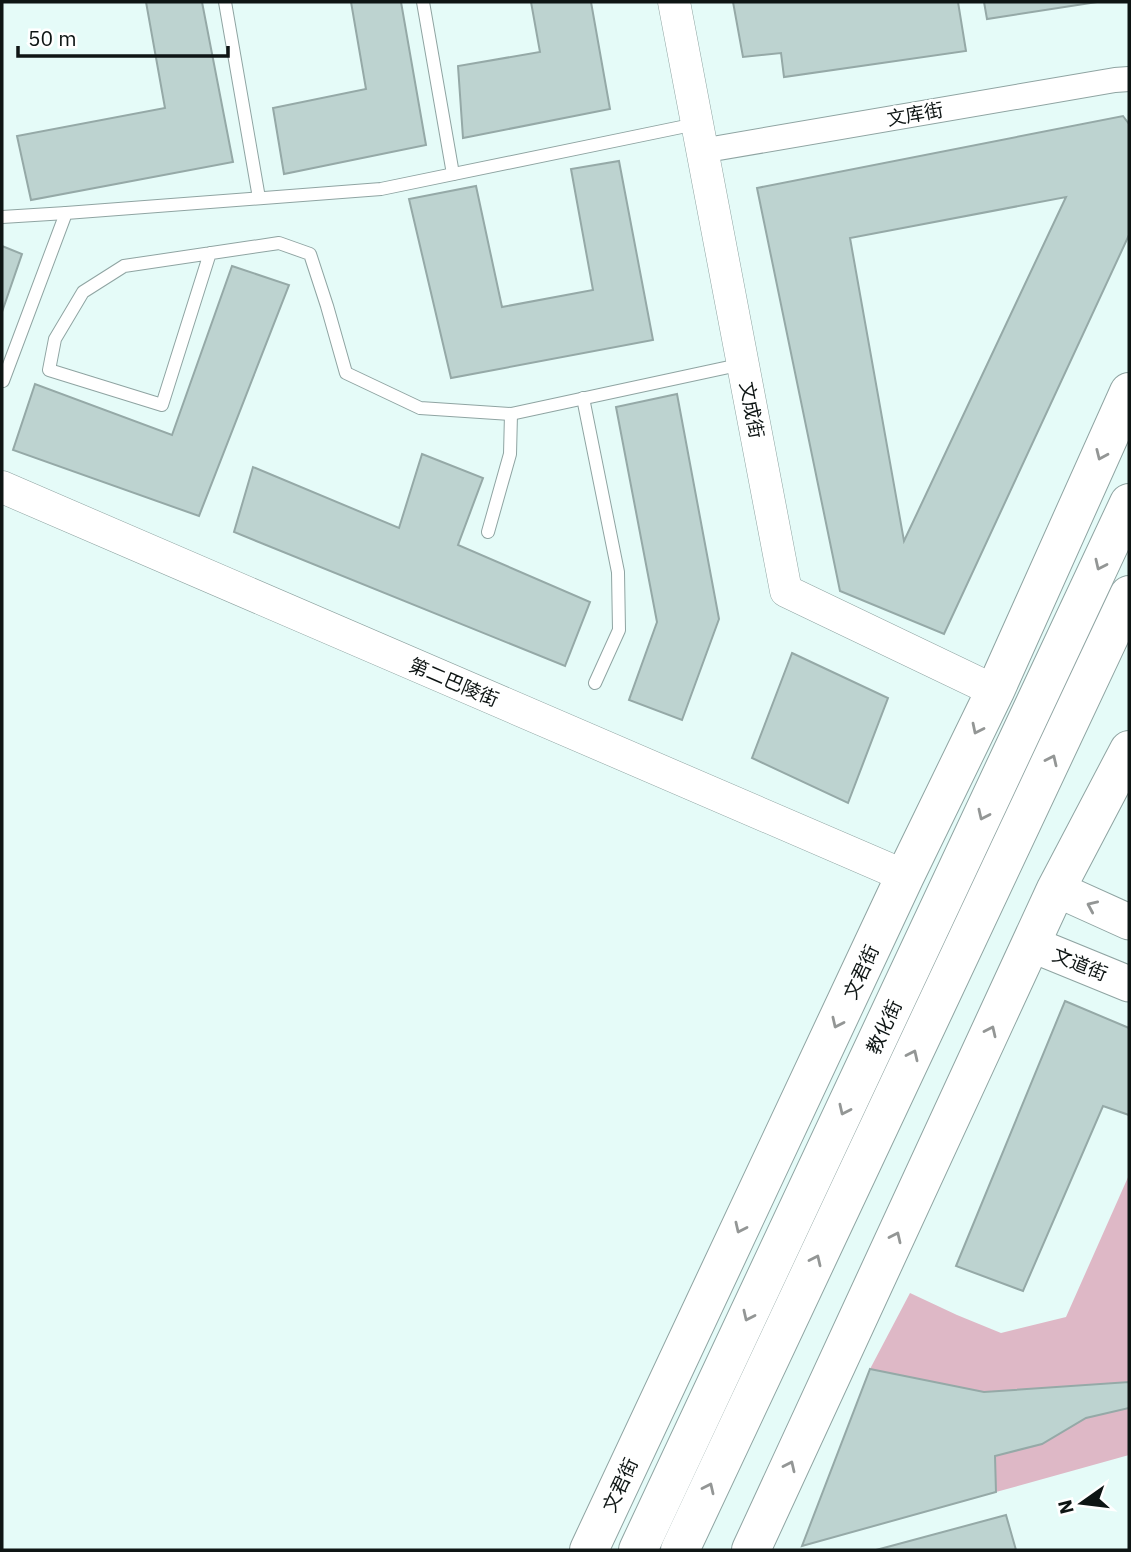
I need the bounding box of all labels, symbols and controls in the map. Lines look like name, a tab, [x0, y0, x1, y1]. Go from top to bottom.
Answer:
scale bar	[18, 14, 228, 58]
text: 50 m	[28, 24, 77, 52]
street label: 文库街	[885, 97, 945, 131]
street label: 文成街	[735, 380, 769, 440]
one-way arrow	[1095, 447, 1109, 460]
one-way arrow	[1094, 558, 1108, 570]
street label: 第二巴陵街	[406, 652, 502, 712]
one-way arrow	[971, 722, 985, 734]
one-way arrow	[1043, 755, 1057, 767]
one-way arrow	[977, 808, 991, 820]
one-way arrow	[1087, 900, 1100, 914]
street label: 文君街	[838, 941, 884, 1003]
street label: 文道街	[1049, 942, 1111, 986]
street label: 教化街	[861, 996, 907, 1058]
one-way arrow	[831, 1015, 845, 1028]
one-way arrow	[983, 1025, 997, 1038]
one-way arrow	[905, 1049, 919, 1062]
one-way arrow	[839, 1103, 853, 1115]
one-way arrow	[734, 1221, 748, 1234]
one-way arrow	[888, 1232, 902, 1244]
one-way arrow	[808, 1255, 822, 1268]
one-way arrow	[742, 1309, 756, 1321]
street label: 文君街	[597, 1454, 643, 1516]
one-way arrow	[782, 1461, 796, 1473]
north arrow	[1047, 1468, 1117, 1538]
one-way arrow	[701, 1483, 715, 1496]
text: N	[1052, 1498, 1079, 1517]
• • • • • • •
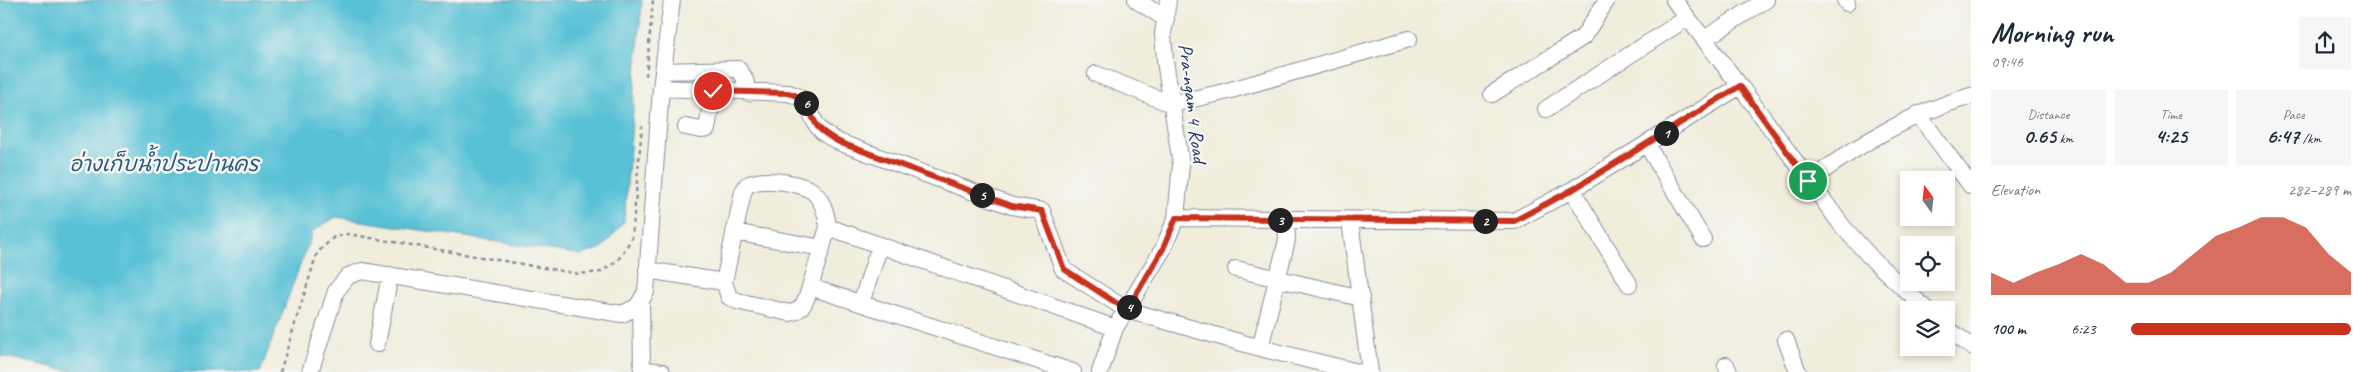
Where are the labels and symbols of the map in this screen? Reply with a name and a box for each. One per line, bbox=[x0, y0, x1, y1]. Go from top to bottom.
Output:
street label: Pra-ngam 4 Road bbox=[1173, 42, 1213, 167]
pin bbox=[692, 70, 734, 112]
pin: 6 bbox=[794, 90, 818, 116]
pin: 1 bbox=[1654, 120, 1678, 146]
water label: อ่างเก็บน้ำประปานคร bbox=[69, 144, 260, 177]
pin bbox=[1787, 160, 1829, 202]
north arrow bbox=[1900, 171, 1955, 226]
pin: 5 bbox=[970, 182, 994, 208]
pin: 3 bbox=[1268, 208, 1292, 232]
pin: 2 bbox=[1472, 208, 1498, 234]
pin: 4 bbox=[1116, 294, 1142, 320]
• • • • • • •
**WHAT THIS TASK INVOLVES:** Return, from the entries, each line that holds "symbols".

**OUTPUT BELOW:**
I need the bounding box of all labels, symbols and controls in the map. Lines look like name, a tab, [x0, y0, x1, y1]. Go from top to bottom.
Where are the labels and symbols of the map in this screen? Reply with a name and a box for each. One per line, bbox=[x0, y0, x1, y1]. Go from top to bottom.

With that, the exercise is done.